It's called Operation Q-Tip, short for quota transshipment import practices. It's the most massive investigation ever launched by the U.S. Customs Service in an effort to crack down on illegal imports of textiles and apparel from Asia. Some 600 agents have led raids on scores of small companies, seizing 11 million documents and $10 million in bank accounts and other assets.
As Customs' dragnet widens, some major retailers may be caught in the web. In a key move, the U.S. turned up the heat on Taiwan, long suspected of slapping "Made in Taiwan" labels on goods made more cheaply in China. In a conciliatory gesture, the Taiwanese government submitted a report that was a shocker: It turned the spotlight on several brand-name U.S. companies. The report says Kmart, Bugle Boy, U.S. Shoe, Dress Barn, and others allegedly received illicit shipments of clothing from Taiwanese exporters. The companies deny any wrongdoing, and even Taiwanese officials insist that the exporters did not tell the U.S. buyers that the transactions were illegal.
Customs Commissioner Carol B. Hallett acknowledges that her agency is investigating unnamed retailers. In fact, Customs officials in Cleveland and Los Angeles are closing in on a major clothing importer and wholesaler suspected of illegally bringing about $60 million of Chinese goods into the U.S. Agents already have seized several of the importer's shipments, valued at $5.6 million.
Smaller importers are the first to feel Q-Tip's impact. On May 5, a New York grand jury accused three Chinese officials of conspiring with two U.S. companies to evade Customs duties of more than $100,000 by undervaluing goods from China. The U.S. companies are Sunlight International Inc., a New York City sales agent for a Chinese textile manufacturer, and C&H West Merchandising Inc., a California importer. Sunlight declined comment, and C&H President Robert Hsu says his company "did nothing wrong." But John Mallamo, senior special agent in Customs' fraud-investigation division, says "the evidence is very strong." Defendants could face up to five years in prison and $250,000 in fines. Customs has referred 15 other cases to the U.S. Attorney in New York, and 50 more are pending.
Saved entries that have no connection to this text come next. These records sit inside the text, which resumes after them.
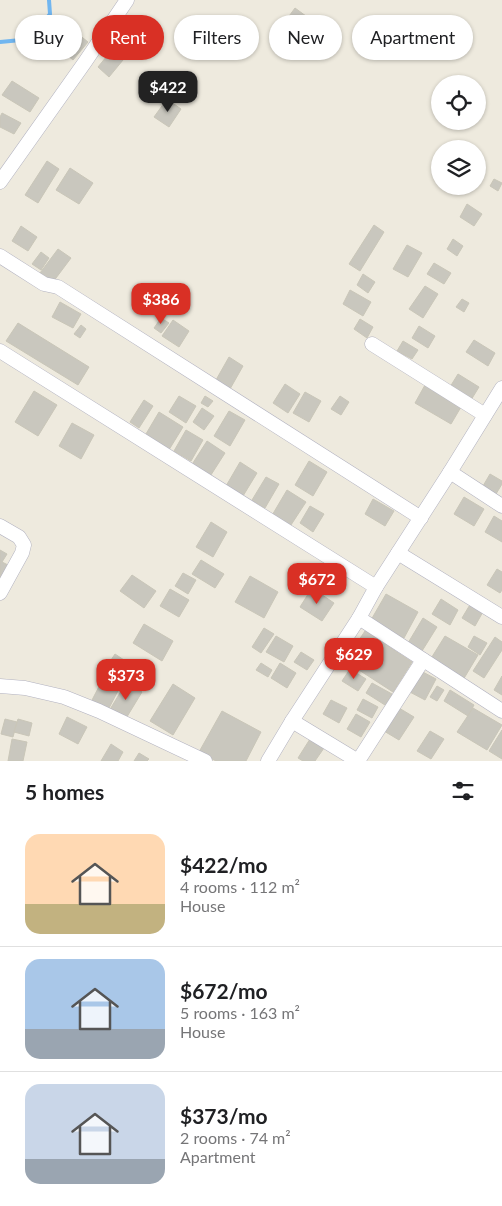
<!DOCTYPE html>
<html lang="en">
<head>
<meta charset="utf-8">
<style>
	:root { --surface:#fff; --page:#f2f2f2; --text:#202124; --muted:#757577; --line:#e0e0e0; --accent:#d93025 }
	body { margin:0; font-family:Lato,sans-serif; background:var(--page); color:var(--text); height:100vh; display:flex; flex-direction:column; font-size:19px; white-space:nowrap }
	* { box-sizing:border-box; margin:0 }
	p { font-size:16px; color:var(--muted) }
	.icon { flex:none; width:28px; height:28px; fill:none; stroke:currentColor; stroke-width:2; stroke-linecap:round; stroke-linejoin:round }
	.map { position:relative; height:761px; overflow:hidden }
	.sheet { display:flex; flex-direction:column; background:var(--surface); flex:1 }
	.sheet>* { flex:none }
	.top-card { position:absolute; left:15px; top:15px; width:472px; height:45px; display:flex; gap:10px }
	.tools { position:absolute; left:431px; top:75px; display:grid; gap:10px }
	.tools a { display:grid; place-items:center; width:55px; height:55px; border-radius:50%; background:var(--surface); box-shadow:0 1px 4px #0004; font-size:25px }
	.price { position:absolute; translate:-50% -42px; padding:0 11px; border-radius:10px; background:var(--accent); color:#fff; font-size:16px; line-height:32px; filter:drop-shadow(0 1px 2px #0008) }
	.price::after { content:''; position:absolute; left:50%; top:30px; width:15px; height:11px; margin-left:-8px; background:inherit; clip-path:polygon(0 0,100% 0,50% 100%) }
	.price.current { background:#222; color:#fff }
	ul { padding:0; list-style:none }
	li { display:flex; align-items:center; gap:15px; height:125px; padding:0 25px }
	li+li { border-top:1px solid var(--line) }
	li span { display:grid; place-items:center; flex:none; width:140px; height:100px; border-radius:15px; color:#555 }
	li>.icon { margin-inline-start:auto }
	span .icon { width:60px; height:60px; fill:#fffc; stroke-width:1 }
	li b { font-size:21px }
	h2 { display:flex; justify-content:space-between; align-items:center; height:60px; padding:0 25px; font-size:21px }
	.pill { padding:0 18px; border-radius:22px; background:var(--surface); box-shadow:0 1px 4px #0004; font-size:18px; line-height:45px }
	.pill.current { background:var(--accent); color:#fff }
	.map>svg:first-child { display:block }
	.lines { fill:none; stroke-linecap:round; stroke-linejoin:round }
	.stream { stroke:#71b6f0; stroke-width:4 }
	.building { fill:#c9c7be; stroke:#c9c6b8 }
	.minor-casing { stroke:#b2b2c0; stroke-width:15 }
	.minor { stroke:#fff; stroke-width:14 }
</style>
</head>
<body>
<div class="map">
<svg width="502" height="761" viewBox="0 0 502 761">
	<rect width="100%" height="100%" fill="#eeeade"/>
	<g class="lines">
		<path class="stream" d="M0,42L21,40L36,32L50,14L49,0"/>
	</g>
	<g class="building">
		<path d="M295,8L310,19L299,34L284,23Z"/>
		<path d="M63,22L88,42L73,60L60,49L64,44L53,35Z"/>
		<path d="M111,51L123,60L109,77L98,67Z"/>
		<path d="M12,81L39,98L30,112L2,95Z"/>
		<path d="M167,99L181,109L169,127L154,117Z"/>
		<path d="M2,113L21,123L14,134L0,127V117Z"/>
		<path d="M47,161L59,169L38,203L25,195Z"/>
		<path d="M70,168L93,183L79,204L56,190Z"/>
		<path d="M494,179L502,183L498,191L490,186Z"/>
		<path d="M467,204L482,214L474,226L460,217Z"/>
		<path d="M374,225L384,232L360,271L349,264Z"/>
		<path d="M21,226L37,237L28,251L12,241Z"/>
		<path d="M453,239L463,246L457,256L447,249Z"/>
		<path d="M407,245L422,253L408,277L393,269Z"/>
		<path d="M58,249L71,258L53,282L40,273Z"/>
		<path d="M41,252L49,258L41,270L32,264Z"/>
		<path d="M434,263L451,273L444,284L427,274Z"/>
		<path d="M363,274L375,282L368,293L357,285Z"/>
		<path d="M425,286L438,294L423,318L409,309Z"/>
		<path d="M350,290L371,302L363,316L343,304Z"/>
		<path d="M462,299L469,303L464,312L456,307Z"/>
		<path d="M60,302L81,314L73,328L52,317Z"/>
		<path d="M161,318L169,323L161,333L154,328Z"/>
		<path d="M360,319L373,327L367,338L354,329Z"/>
		<path d="M173,320L189,331L179,347L162,336Z"/>
		<path d="M18,323L89,367L78,385L6,341Z"/>
		<path d="M81,325L86,329L80,338L74,334Z"/>
		<path d="M419,326L435,336L428,348L412,338Z"/>
		<path d="M474,340L495,353L488,366L466,352Z"/>
		<path d="M403,341L418,350L412,359L397,351Z"/>
		<path d="M229,357L243,366L230,389L216,380Z"/>
		<path d="M458,374L479,387L471,400L450,387Z"/>
		<path d="M285,384L300,394L288,413L273,403Z"/>
		<path d="M425,385L461,407L451,424L415,403Z"/>
		<path d="M34,391L57,405L38,436L15,422Z"/>
		<path d="M305,392L321,401L309,422L293,413Z"/>
		<path d="M179,396L196,406L186,423L169,412Z"/>
		<path d="M205,396L213,401L208,407L201,403Z"/>
		<path d="M340,396L349,402L341,415L331,409Z"/>
		<path d="M144,400L153,406L139,428L130,422Z"/>
		<path d="M202,408L214,416L204,430L193,422Z"/>
		<path d="M229,411L245,420L230,446L214,436Z"/>
		<path d="M159,412L183,427L167,453L143,439Z"/>
		<path d="M72,423L94,435L81,459L59,446Z"/>
		<path d="M186,430L203,440L191,461L174,451Z"/>
		<path d="M207,441L225,453L209,478L191,466Z"/>
		<path d="M309,461L327,472L313,496L295,485Z"/>
		<path d="M240,462L257,473L243,496L226,486Z"/>
		<path d="M490,474L502,481V484L496,494L483,486Z"/>
		<path d="M266,477L279,484L265,508L252,500Z"/>
		<path d="M287,490L306,502L289,528L271,517Z"/>
		<path d="M464,497L484,509L474,526L454,514Z"/>
		<path d="M373,499L394,511L385,526L365,514Z"/>
		<path d="M310,506L324,514L313,532L300,523Z"/>
		<path d="M494,516L502,521V542L485,532Z"/>
		<path d="M211,522L227,532L213,557L196,547Z"/>
		<path d="M0,550L7,554L2,562L8,565L0,580Z"/>
		<path d="M201,560L224,574L215,588L192,574Z"/>
		<path d="M323,566L343,579L335,592L315,580Z"/>
		<path d="M497,569L502,572V590L500,593L487,585Z"/>
		<path d="M183,573L196,580L188,594L175,586Z"/>
		<path d="M132,575L156,591L144,608L120,591Z"/>
		<path d="M250,576L278,592L264,618L235,602Z"/>
		<path d="M312,588L334,603L322,621L300,607Z"/>
		<path d="M170,589L189,600L179,617L160,606Z"/>
		<path d="M386,594L418,612L404,638L371,620Z"/>
		<path d="M441,599L458,610L450,625L432,614Z"/>
		<path d="M471,603L484,610L475,626L462,618Z"/>
		<path d="M423,618L437,627L422,651L408,643Z"/>
		<path d="M144,624L173,641L162,661L133,643Z"/>
		<path d="M264,628L274,634L261,653L252,647Z"/>
		<path d="M365,631L412,662L393,692L345,661Z"/>
		<path d="M276,636L293,646L284,662L266,652Z"/>
		<path d="M445,636L478,655L463,680L430,660Z"/>
		<path d="M474,636L487,643L480,655L468,647Z"/>
		<path d="M495,637L502,642V650L484,678L473,671Z"/>
		<path d="M301,652L314,660L307,670L294,662Z"/>
		<path d="M115,654L133,666L123,681L105,669Z"/>
		<path d="M261,663L272,670L268,677L256,670Z"/>
		<path d="M280,663L296,673L287,688L271,678Z"/>
		<path d="M350,669L366,679L358,691L342,681Z"/>
		<path d="M419,670L436,679L425,700L408,691Z"/>
		<path d="M105,675L122,683L108,710L91,702Z"/>
		<path d="M502,676V695L494,690Z"/>
		<path d="M126,683L142,692L125,720L109,711Z"/>
		<path d="M372,683L392,694L385,705L366,693Z"/>
		<path d="M173,684L195,698L173,735L150,721Z"/>
		<path d="M437,686L444,690L437,701L430,697Z"/>
		<path d="M450,690L474,705L468,716L444,701Z"/>
		<path d="M363,699L378,707L372,718L357,710Z"/>
		<path d="M331,700L347,708L339,723L323,714Z"/>
		<path d="M399,708L414,717L399,740L384,731Z"/>
		<path d="M473,708L502,725L487,750L457,732Z"/>
		<path d="M222,711L261,732L246,761H216L199,752Z"/>
		<path d="M356,714L370,722L361,737L347,729Z"/>
		<path d="M67,717L87,727L78,744L59,734Z"/>
		<path d="M5,719L17,722L13,737L1,734Z"/>
		<path d="M18,719L32,723L29,736L14,732Z"/>
		<path d="M502,730V759L489,751Z"/>
		<path d="M430,731L444,739L431,759L417,751Z"/>
		<path d="M12,739L27,742L23,761H8Z"/>
		<path d="M310,739L324,748L315,761H303L298,758Z"/>
		<path d="M111,744L123,752L118,761H101Z"/>
		<path d="M139,753L149,759L147,761H134Z"/>
	</g>
	<g class="lines">
		<defs>
			<g id="minor">
				<path d="M0,182L85,62L127,0"/>
				<path d="M0,256L44,284L58,287L421,518"/>
				<path d="M372,344L485,415"/>
				<path d="M0,351L376,587"/>
				<path d="M450,472L502,506"/>
				<path d="M0,526L19,537L24,545L22,553L0,593"/>
				<path d="M398,553L502,617"/>
				<path d="M359,618L502,711"/>
				<path d="M0,686L25,688L64,697L99,711L205,761"/>
				<path d="M292,721L358,761"/>
				<path d="M268,761L292,721L359,618L376,587L450,472L502,388"/>
				<path d="M358,761L423,660"/>
			</g>
		</defs>
		<use href="#minor" class="minor-casing"/>
		<use href="#minor" class="minor"/>
	</g>
</svg>
<div class="tools">
<a><svg class="icon" aria-label="locate" viewBox="0 0 24 24"><circle cx="12" cy="12" r="6"/><path d="M12 2v4M12 18v4M2 12h4M18 12h4"/></svg></a>
<a><svg class="icon" aria-label="layers" viewBox="0 0 24 24"><path d="M12 4l9 5-9 5-9-5zM3 14l9 5 9-5"/></svg></a>
</div>
<b class="price current" style="left:168px;top:113px">$422</b>
<b class="price" style="left:161px;top:325px">$386</b>
<b class="price" style="left:317px;top:605px">$672</b>
<b class="price" style="left:354px;top:680px">$629</b>
<b class="price" style="left:126px;top:701px">$373</b>
<div class="top-card">
<a class="pill">Buy</a>
<a class="pill current">Rent</a>
<a class="pill">Filters</a>
<a class="pill">New</a>
<a class="pill">Apartment</a>
</div>
</div>
<section class="sheet">
<h2>5 homes<svg class="icon" aria-label="filters" viewBox="0 0 24 24"><path d="M4 7h16M4 17h16"/><circle cx="9" cy="7" r="2"/><circle cx="15" cy="17" r="2"/></svg></h2>
<ul>
<li><span style="background:linear-gradient(#ffd9b3 70%,#c2b280 0)"><svg class="icon" aria-label="home" viewBox="0 0 24 24"><path d="M3 11l9-7 9 7M6 9v11h12V9"/></svg></span><div><b>$422/mo</b><p>4 rooms · 112 m²</p><p>House</p></div></li>
<li><span style="background:linear-gradient(#a9c7e8 70%,#9aa5b1 0)"><svg class="icon" aria-label="home" viewBox="0 0 24 24"><path d="M3 11l9-7 9 7M6 9v11h12V9"/></svg></span><div><b>$672/mo</b><p>5 rooms · 163 m²</p><p>House</p></div></li>
<li><span style="background:linear-gradient(#c9d6e8 75%,#9aa5b1 0)"><svg class="icon" aria-label="home" viewBox="0 0 24 24"><path d="M3 11l9-7 9 7M6 9v11h12V9"/></svg></span><div><b>$373/mo</b><p>2 rooms · 74 m²</p><p>Apartment</p></div></li>
</ul>
</section>
</body>
</html>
FISHY SOURCES. To protect American manufacturers, the U.S. sets quotas on apparel for many countries. Customs agents have been amassing evidence that China's textile industry and U.S. importers have been cheating for years on these quotas by undervaluing or transshipping through third countries about $2 billion worth of goods annually. The cost: more than $300 million yearly in unpaid duties, Customs officials say.
Taiwan is a main target. Faced with rising labor costs, Taiwanese garment makers have been secretly farming out U.S. orders for clothing to factories in China. In February, the U.S. cut Taiwan's quotas an average of 8.3%. Taiwan has since cracked down--and its bombshell report has put major U.S. retailers in the hot seat.
Some companies named say they can't even verify that the shipments took place. "We are checking our records against the report, but we are not aware of any illegal shipments," says Kmart Assistant General Counsel James C. Tuttle. The report also claims that apparel maker Bugle Boy Industries Inc. received illegal shipments from Taiwan and Vietnam. Bugle Boy Chairman William Mow says he canceled an order suspected of coming from Vietnam after learning in November that his Taiwan supplier was farming out business there.
Many apparel experts argue that the quota system should be abolished. They want to see the U.S. set a ceiling on total imports of clothing and let the market decide where they are produced. But for now, Customs remains on the trail of quota cheaters--and U.S. officials think Q-Tip will swab out the violators.